Colleen Creighton said...

This just shows how much more education is needed about this subject. Please help us (the Alliance for Consumer Education) educate parents about inhalant abuse so that they can then talk to their children about the dangers of this activity.

You can find information at www.inhalant.org

If you are with a school, please contact us for a free educational kit to assist with educating parents.

We need your help in raising awareness of the issue to help keep our kids safe.


Colleen Creighton
Director of Foundation Programs
Alliance for Consumer Education
202-862-3902
CCreighton@Consumered.org

LAFD Media and Public Relations said...

Ms. Creighton:

Thank you for visiting our blog and sharing such an important resource. The website you mention is full of information that can (and we are certain will) save lives. We'll be posting more on this subject in the coming weeks.

Respectfully Yours in Safety and Service,

Brian Humphrey
Firefighter/Specialist
Public Service Officer
Los Angeles Fire Department

Anonymous said...

This story has been totally taken out of text by the media and the newpapers. The story was the two boys are age 14 and 17 were coming back from the movies when the 15 yr. old girl asked for a ride from the 17 yr. old boy.(she was not even a close friend) The 14 yr. old boy had fell asleep in the back seat, when he awoke to a ball of fire he jumped out of the burning truck to get help from a nearby house, the elderly lady came with him to help get out the 17 yr. and 15 yr. Then in turn called 911 to get LAPD and LAFD to come out. The girl was then charged, since she alone acted on the fact that she was high and admitted to LAPD to it. The 2 boys were taken to Glendale Memorial and had blood tests done and where it reveled that they had no drugs whatsoever in their system.(The 17 yr. was doing the girl a favor by giving her a ride home) If you are to report something please follow up and do not misrepresent the people envolved. It is very hurtful to all parties.
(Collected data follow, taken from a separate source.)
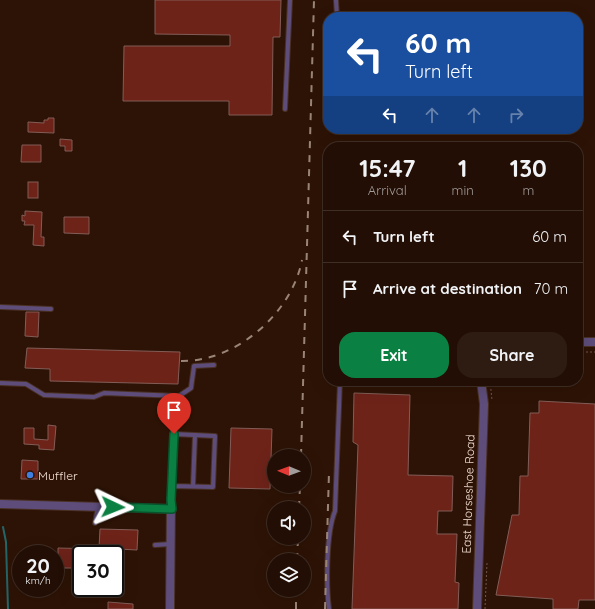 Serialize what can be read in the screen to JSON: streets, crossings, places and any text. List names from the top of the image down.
{
  "streets": {
    "street": ["East Horseshoe Road"]
  },
  "places": ["Muffler"],
  "north": "left",
  "page": {
    "turn": ["60 m", "Turn left"],
    "eta": [
      "15:47",
      "Arrival",
      "1",
      "min",
      "130",
      "m"
    ],
    "list": [
      {
        "name": "Turn left",
        "value": "60 m"
      },
      {
        "name": "Arrive at destination",
        "value": "70 m"
      }
    ],
    "buttons": ["Exit", "Share"],
    "speed": "20 km/h",
    "limit": "30"
  }
} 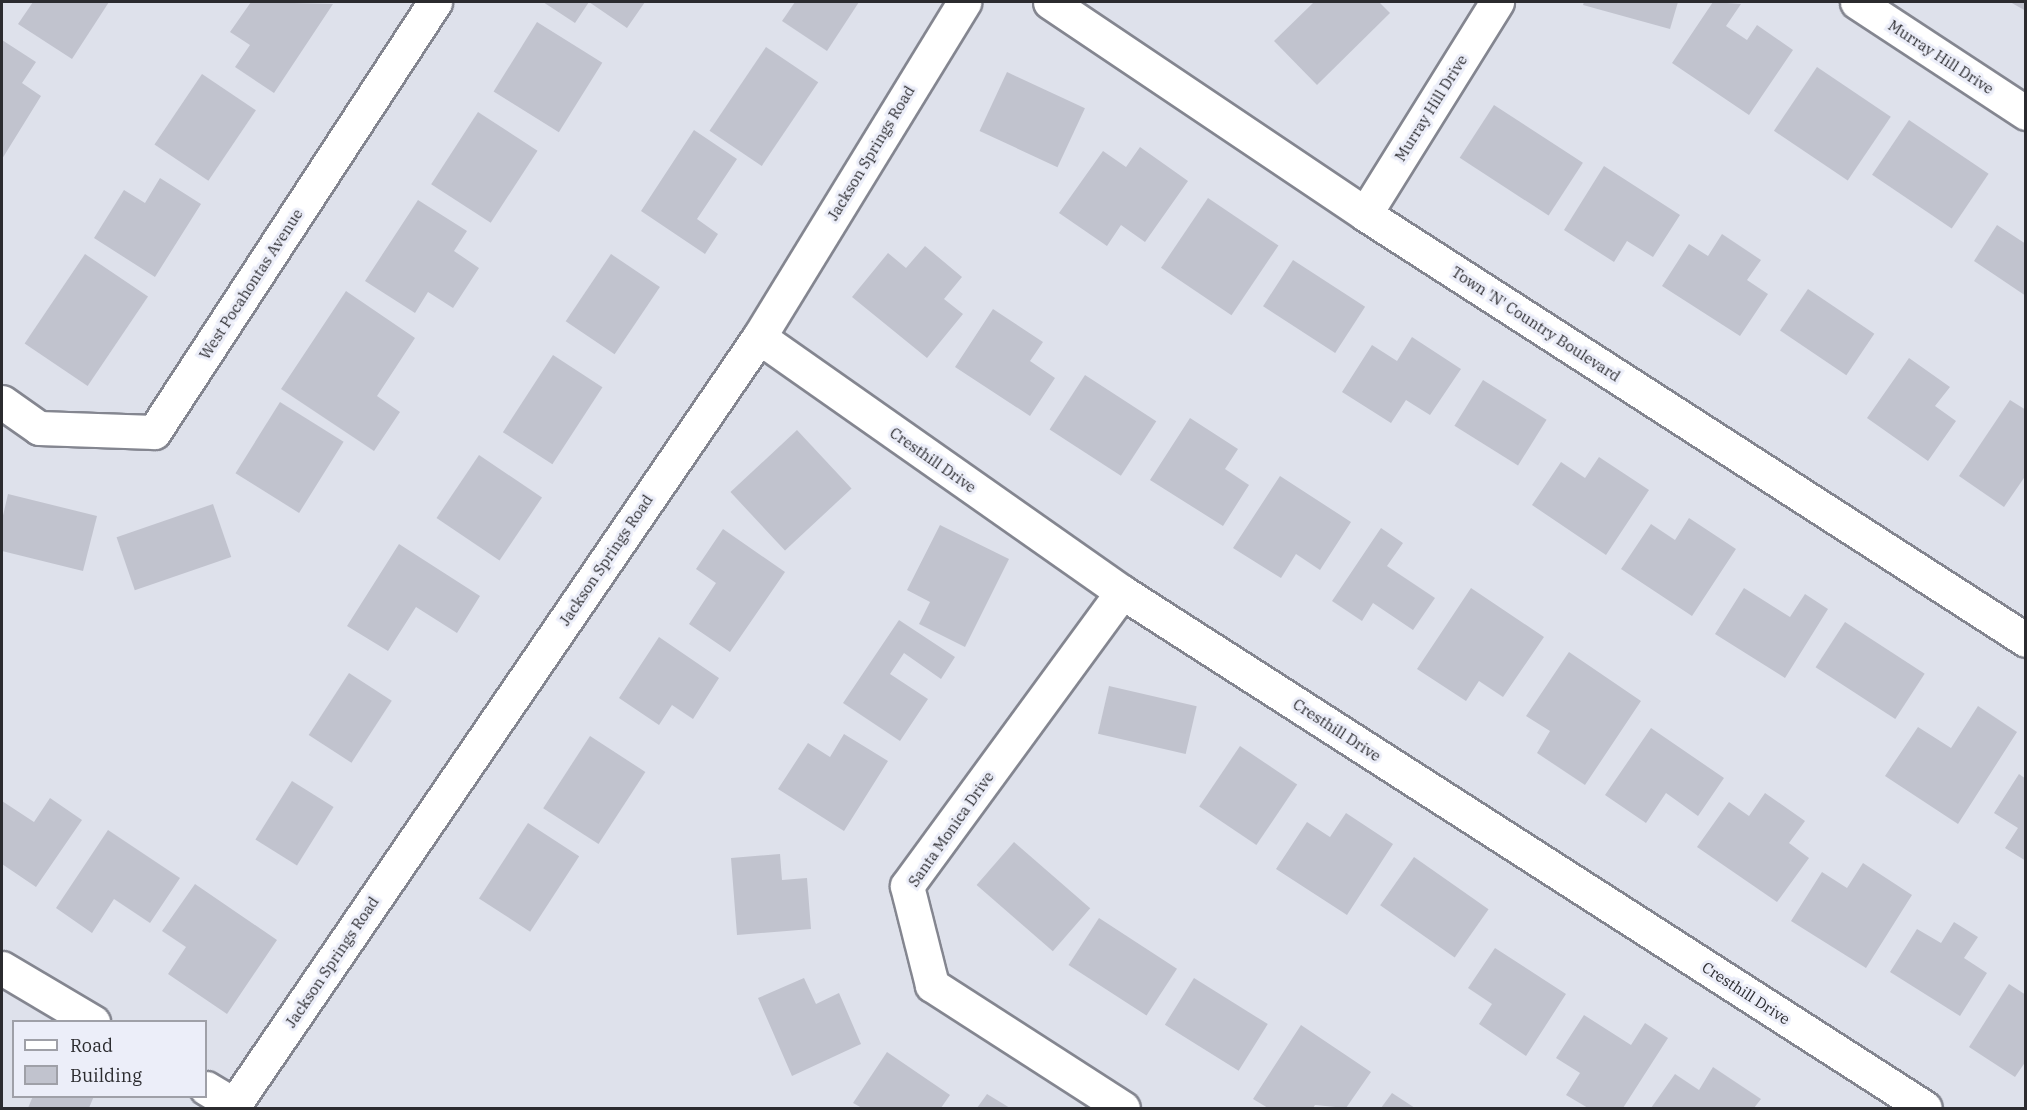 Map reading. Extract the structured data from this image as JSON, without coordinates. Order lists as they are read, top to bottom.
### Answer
{
  "streets": {
    "street": [
      "Murray Hill Drive",
      "Jackson Springs Road",
      "West Pocahontas Avenue",
      "Town 'N' Country Boulevard",
      "Cresthill Drive",
      "Santa Monica Drive"
    ]
  },
  "crossings": [
    ["Murray Hill Drive", "Town 'N' Country Boulevard"],
    ["Jackson Springs Road", "Cresthill Drive"],
    ["Cresthill Drive", "Santa Monica Drive"]
  ],
  "legend": ["Road", "Building"]
}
LAFD Media and Public Relations said...

Dear Anonymous:

Thanks for participating in the LAFD blog. Your viewpoint was polite and well articulated, and we are pleased to share it with our readership.

Please know that our desire is to share the best possible information available at the time of the initial post, in this case, a little more than 90 minutes after the first 9-1-1 call was received.

With a current average of 518 persons transported to the hospital each day by LAFD ambulance, compounded by strict privacy laws that come into effect after we leave the hospital, it is impossible for us to follow-up authoritatively on each incident.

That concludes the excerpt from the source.